The problem ::
Starting from the first line below, repeat the data exactly through to the last.

====== Data shown

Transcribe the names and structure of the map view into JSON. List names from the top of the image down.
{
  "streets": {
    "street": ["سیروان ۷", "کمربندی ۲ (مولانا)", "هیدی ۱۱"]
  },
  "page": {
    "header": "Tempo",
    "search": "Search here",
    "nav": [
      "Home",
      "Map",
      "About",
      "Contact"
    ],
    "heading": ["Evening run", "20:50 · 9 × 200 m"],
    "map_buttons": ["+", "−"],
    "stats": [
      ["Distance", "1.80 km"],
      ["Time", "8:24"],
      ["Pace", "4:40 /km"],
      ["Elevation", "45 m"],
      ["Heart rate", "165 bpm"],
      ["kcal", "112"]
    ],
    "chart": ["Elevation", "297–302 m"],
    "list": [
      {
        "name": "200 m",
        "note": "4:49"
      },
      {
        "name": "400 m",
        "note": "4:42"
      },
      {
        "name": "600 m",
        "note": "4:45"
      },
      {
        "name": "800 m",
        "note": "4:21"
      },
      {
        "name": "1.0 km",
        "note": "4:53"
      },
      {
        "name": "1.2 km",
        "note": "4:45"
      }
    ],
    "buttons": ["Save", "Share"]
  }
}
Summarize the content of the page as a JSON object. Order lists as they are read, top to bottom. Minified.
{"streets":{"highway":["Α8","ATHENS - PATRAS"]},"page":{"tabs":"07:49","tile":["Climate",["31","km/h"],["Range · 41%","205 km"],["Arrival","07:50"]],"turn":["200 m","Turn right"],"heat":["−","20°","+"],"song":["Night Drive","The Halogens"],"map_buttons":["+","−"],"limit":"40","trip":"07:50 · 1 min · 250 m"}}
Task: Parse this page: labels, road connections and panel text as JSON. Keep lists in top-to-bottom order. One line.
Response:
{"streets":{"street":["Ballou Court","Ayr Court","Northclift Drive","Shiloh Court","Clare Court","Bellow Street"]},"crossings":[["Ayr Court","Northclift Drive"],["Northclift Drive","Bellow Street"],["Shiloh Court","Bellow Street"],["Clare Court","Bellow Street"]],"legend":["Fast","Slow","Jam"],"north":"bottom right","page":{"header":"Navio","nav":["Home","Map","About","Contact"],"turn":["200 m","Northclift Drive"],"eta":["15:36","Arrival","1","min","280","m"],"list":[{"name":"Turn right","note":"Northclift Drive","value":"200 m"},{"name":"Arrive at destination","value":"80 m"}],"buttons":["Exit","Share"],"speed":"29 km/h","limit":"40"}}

============

Output of the exercise ::
Transcribe the names and structure of the map view into JSON. List names from the top of the image down.
{
  "streets": {
    "street": ["سیروان ۷", "کمربندی ۲ (مولانا)", "هیدی ۱۱"]
  },
  "page": {
    "header": "Tempo",
    "search": "Search here",
    "nav": [
      "Home",
      "Map",
      "About",
      "Contact"
    ],
    "heading": ["Evening run", "20:50 · 9 × 200 m"],
    "map_buttons": ["+", "−"],
    "stats": [
      ["Distance", "1.80 km"],
      ["Time", "8:24"],
      ["Pace", "4:40 /km"],
      ["Elevation", "45 m"],
      ["Heart rate", "165 bpm"],
      ["kcal", "112"]
    ],
    "chart": ["Elevation", "297–302 m"],
    "list": [
      {
        "name": "200 m",
        "note": "4:49"
      },
      {
        "name": "400 m",
        "note": "4:42"
      },
      {
        "name": "600 m",
        "note": "4:45"
      },
      {
        "name": "800 m",
        "note": "4:21"
      },
      {
        "name": "1.0 km",
        "note": "4:53"
      },
      {
        "name": "1.2 km",
        "note": "4:45"
      }
    ],
    "buttons": ["Save", "Share"]
  }
}
Summarize the content of the page as a JSON object. Order lists as they are read, top to bottom. Minified.
{"streets":{"highway":["Α8","ATHENS - PATRAS"]},"page":{"tabs":"07:49","tile":["Climate",["31","km/h"],["Range · 41%","205 km"],["Arrival","07:50"]],"turn":["200 m","Turn right"],"heat":["−","20°","+"],"song":["Night Drive","The Halogens"],"map_buttons":["+","−"],"limit":"40","trip":"07:50 · 1 min · 250 m"}}
Task: Parse this page: labels, road connections and panel text as JSON. Keep lists in top-to-bottom order. One line.
Response:
{"streets":{"street":["Ballou Court","Ayr Court","Northclift Drive","Shiloh Court","Clare Court","Bellow Street"]},"crossings":[["Ayr Court","Northclift Drive"],["Northclift Drive","Bellow Street"],["Shiloh Court","Bellow Street"],["Clare Court","Bellow Street"]],"legend":["Fast","Slow","Jam"],"north":"bottom right","page":{"header":"Navio","nav":["Home","Map","About","Contact"],"turn":["200 m","Northclift Drive"],"eta":["15:36","Arrival","1","min","280","m"],"list":[{"name":"Turn right","note":"Northclift Drive","value":"200 m"},{"name":"Arrive at destination","value":"80 m"}],"buttons":["Exit","Share"],"speed":"29 km/h","limit":"40"}}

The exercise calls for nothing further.